What the task asks:
Among the records below, find the lines that hold the word "grid" and report how many there are, with no other words.

Records contained in a dataset
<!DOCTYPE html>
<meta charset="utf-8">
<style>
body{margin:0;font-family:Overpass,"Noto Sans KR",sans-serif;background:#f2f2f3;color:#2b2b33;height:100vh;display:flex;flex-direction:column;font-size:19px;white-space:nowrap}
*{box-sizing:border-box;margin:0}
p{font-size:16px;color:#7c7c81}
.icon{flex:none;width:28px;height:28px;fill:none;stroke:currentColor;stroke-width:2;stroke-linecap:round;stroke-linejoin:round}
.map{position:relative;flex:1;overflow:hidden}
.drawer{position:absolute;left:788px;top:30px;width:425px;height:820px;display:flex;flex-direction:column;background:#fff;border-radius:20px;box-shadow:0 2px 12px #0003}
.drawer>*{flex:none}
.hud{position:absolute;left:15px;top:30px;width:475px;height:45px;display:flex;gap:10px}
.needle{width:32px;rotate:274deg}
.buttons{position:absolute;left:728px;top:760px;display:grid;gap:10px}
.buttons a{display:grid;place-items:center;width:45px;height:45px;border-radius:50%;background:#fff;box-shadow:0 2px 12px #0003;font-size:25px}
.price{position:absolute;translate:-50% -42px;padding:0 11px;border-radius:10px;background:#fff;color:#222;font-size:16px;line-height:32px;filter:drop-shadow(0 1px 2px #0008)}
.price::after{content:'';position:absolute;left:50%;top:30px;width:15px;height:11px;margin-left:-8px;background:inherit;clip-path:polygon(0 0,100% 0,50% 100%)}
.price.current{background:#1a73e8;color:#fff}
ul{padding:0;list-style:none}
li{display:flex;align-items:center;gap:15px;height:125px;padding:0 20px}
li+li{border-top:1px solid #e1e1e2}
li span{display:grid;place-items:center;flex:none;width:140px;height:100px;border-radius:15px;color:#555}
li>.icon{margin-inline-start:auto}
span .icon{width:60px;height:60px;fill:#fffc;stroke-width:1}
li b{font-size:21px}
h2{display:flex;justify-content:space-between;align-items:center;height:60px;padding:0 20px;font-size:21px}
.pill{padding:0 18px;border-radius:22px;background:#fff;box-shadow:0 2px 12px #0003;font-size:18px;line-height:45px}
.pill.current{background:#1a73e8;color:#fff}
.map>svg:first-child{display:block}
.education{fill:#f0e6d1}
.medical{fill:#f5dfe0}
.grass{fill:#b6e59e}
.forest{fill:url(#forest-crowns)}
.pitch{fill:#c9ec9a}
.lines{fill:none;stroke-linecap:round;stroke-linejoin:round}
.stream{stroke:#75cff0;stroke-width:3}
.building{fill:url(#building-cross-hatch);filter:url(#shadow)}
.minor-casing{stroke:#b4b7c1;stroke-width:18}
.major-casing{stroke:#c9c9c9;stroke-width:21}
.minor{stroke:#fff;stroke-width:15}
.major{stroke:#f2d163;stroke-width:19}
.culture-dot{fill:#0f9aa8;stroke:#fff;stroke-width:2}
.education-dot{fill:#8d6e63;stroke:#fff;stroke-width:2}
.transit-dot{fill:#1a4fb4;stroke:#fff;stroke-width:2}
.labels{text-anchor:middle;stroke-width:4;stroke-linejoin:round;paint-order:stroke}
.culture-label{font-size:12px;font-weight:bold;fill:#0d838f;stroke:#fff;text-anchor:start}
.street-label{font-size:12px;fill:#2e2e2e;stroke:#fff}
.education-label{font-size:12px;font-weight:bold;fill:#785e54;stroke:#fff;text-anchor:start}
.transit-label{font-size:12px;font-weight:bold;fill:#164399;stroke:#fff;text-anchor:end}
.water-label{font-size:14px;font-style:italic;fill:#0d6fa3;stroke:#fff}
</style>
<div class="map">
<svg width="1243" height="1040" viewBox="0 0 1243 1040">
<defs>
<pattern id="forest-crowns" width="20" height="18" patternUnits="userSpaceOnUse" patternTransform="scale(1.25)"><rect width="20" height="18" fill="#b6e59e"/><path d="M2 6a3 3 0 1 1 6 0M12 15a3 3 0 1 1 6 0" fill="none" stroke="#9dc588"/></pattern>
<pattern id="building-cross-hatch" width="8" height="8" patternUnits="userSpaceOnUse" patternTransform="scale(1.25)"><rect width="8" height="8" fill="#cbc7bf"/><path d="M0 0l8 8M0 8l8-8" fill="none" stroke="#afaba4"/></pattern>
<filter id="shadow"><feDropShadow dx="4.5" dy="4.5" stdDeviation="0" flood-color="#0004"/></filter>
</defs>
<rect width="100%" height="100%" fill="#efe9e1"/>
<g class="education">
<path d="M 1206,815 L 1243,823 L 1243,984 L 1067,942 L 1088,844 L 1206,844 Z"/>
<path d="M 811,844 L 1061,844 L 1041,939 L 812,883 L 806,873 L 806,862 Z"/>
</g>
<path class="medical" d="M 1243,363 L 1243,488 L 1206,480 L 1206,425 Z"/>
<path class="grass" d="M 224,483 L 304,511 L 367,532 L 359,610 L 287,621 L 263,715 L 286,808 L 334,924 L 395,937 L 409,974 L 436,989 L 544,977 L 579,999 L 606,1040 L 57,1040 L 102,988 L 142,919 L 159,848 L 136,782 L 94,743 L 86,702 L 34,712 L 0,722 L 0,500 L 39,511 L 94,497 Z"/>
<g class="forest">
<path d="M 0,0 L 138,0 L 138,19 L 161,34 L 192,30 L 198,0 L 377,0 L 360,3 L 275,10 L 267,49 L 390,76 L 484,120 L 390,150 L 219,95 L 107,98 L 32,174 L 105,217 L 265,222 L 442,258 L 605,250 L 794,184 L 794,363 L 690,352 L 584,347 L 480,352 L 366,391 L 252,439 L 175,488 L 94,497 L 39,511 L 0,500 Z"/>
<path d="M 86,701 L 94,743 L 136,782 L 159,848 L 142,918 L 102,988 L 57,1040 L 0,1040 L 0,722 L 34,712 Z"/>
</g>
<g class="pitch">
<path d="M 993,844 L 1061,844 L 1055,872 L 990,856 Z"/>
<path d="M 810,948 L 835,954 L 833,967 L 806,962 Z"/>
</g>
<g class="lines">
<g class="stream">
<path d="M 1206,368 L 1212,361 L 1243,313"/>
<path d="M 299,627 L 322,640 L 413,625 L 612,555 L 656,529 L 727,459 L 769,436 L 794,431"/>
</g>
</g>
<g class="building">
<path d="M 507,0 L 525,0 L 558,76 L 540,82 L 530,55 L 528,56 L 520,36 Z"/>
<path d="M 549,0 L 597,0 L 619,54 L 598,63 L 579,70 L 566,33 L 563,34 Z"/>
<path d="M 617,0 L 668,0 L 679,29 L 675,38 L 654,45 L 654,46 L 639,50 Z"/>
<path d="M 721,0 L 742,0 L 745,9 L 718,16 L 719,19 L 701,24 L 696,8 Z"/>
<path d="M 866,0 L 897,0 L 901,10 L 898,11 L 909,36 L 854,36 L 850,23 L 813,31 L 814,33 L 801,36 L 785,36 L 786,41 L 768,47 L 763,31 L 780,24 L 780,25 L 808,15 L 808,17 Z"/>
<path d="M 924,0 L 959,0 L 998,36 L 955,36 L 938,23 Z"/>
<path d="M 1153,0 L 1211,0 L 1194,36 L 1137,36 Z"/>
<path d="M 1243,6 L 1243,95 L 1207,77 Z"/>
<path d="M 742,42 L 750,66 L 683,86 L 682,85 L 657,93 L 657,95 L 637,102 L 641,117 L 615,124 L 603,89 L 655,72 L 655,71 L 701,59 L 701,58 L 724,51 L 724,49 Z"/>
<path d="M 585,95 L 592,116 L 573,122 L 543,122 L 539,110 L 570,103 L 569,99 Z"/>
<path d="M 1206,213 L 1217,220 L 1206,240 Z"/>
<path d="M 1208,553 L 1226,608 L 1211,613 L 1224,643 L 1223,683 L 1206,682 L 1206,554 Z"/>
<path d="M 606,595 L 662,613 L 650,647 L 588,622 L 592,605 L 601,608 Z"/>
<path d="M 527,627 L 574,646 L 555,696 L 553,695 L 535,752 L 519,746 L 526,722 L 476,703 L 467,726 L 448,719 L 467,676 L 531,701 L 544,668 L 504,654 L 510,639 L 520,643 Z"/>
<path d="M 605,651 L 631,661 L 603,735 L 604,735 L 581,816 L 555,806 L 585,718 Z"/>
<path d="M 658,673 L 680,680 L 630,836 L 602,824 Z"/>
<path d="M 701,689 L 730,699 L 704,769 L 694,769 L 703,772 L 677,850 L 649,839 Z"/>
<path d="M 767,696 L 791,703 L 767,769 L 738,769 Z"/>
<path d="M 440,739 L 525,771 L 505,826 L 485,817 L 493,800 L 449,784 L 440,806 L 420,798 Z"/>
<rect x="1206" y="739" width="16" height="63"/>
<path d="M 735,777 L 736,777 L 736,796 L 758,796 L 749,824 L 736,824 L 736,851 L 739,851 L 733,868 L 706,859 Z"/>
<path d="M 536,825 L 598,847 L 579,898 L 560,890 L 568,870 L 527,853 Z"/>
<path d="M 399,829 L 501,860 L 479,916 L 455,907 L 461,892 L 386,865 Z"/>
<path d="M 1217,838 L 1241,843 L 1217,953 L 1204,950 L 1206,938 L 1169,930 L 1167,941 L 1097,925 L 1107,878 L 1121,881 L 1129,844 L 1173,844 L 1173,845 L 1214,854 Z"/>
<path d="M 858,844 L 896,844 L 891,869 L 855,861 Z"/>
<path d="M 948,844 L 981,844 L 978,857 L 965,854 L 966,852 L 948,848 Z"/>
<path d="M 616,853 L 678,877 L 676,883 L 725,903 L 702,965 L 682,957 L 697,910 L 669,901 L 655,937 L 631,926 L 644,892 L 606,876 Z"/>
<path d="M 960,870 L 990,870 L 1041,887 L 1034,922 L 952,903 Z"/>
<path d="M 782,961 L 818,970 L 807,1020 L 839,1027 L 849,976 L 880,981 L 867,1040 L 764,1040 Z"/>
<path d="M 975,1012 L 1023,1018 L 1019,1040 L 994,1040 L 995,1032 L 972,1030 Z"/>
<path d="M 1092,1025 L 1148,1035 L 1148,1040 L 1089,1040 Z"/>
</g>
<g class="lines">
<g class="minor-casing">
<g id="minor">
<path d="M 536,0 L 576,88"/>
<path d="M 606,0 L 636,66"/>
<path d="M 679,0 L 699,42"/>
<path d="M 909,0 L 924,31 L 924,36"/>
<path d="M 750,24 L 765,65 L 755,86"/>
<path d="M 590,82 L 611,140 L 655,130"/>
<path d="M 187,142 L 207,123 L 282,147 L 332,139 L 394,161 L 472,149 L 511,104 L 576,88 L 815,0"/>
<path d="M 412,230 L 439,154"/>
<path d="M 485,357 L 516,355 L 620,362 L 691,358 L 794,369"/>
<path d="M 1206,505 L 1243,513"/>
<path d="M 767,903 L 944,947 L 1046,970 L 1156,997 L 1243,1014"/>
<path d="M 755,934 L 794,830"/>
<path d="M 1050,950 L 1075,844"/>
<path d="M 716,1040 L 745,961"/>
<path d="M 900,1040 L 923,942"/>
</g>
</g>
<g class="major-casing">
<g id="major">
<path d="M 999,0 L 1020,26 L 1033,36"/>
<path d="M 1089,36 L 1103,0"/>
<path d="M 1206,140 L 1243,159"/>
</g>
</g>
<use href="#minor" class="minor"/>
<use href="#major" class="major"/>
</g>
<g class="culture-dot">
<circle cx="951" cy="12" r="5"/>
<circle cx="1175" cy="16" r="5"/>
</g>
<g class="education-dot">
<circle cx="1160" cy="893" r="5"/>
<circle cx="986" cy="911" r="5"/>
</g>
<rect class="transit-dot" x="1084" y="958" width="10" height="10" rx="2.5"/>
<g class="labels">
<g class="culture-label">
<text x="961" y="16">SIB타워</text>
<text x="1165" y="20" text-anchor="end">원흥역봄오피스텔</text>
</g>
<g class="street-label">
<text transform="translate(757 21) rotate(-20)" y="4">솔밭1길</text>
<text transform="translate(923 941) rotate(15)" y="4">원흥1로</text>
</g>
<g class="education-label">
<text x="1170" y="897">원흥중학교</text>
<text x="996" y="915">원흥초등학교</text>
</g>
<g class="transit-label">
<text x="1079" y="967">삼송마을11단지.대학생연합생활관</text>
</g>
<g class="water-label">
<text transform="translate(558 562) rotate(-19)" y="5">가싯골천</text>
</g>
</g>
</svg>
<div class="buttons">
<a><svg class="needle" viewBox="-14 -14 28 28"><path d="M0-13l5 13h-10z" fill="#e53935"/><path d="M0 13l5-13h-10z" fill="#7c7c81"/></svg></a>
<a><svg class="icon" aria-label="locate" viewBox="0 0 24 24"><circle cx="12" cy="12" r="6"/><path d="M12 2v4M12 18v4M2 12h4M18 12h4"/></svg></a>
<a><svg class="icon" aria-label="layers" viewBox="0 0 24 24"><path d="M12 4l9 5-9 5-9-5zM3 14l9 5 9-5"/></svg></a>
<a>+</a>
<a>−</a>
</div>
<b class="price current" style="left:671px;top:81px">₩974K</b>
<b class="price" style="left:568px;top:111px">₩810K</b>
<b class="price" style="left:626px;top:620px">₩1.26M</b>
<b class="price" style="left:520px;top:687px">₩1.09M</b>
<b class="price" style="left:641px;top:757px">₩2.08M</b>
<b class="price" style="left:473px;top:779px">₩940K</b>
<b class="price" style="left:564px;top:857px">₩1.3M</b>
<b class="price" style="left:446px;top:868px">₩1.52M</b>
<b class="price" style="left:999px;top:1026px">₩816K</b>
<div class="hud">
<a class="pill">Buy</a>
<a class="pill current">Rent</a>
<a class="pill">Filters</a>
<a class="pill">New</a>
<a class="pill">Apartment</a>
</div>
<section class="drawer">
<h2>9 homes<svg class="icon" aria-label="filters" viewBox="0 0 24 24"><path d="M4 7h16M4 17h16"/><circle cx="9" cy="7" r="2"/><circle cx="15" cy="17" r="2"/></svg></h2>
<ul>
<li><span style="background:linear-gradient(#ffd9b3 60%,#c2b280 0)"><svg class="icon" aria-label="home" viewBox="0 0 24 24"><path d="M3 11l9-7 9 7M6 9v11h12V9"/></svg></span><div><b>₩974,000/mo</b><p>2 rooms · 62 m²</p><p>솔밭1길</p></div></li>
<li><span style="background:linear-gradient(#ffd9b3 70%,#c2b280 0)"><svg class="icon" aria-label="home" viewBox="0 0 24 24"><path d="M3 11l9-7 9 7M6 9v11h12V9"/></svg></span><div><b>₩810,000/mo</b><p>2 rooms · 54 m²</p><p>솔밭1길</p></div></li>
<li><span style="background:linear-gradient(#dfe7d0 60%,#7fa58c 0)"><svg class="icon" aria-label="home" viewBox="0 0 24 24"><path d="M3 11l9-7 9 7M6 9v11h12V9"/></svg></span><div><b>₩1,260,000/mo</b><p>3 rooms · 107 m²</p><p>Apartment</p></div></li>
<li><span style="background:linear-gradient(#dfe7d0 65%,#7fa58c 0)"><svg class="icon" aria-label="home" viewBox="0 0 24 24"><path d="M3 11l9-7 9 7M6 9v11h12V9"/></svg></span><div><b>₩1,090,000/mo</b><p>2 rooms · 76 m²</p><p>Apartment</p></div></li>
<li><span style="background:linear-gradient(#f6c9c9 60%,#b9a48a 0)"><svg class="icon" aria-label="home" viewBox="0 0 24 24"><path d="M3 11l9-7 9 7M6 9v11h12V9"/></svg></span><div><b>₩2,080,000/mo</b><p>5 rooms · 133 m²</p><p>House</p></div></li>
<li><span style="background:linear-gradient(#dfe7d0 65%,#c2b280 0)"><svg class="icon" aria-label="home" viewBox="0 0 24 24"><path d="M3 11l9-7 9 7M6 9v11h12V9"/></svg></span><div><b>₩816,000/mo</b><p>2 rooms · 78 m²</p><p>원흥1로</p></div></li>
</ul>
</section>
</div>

Written solution:
3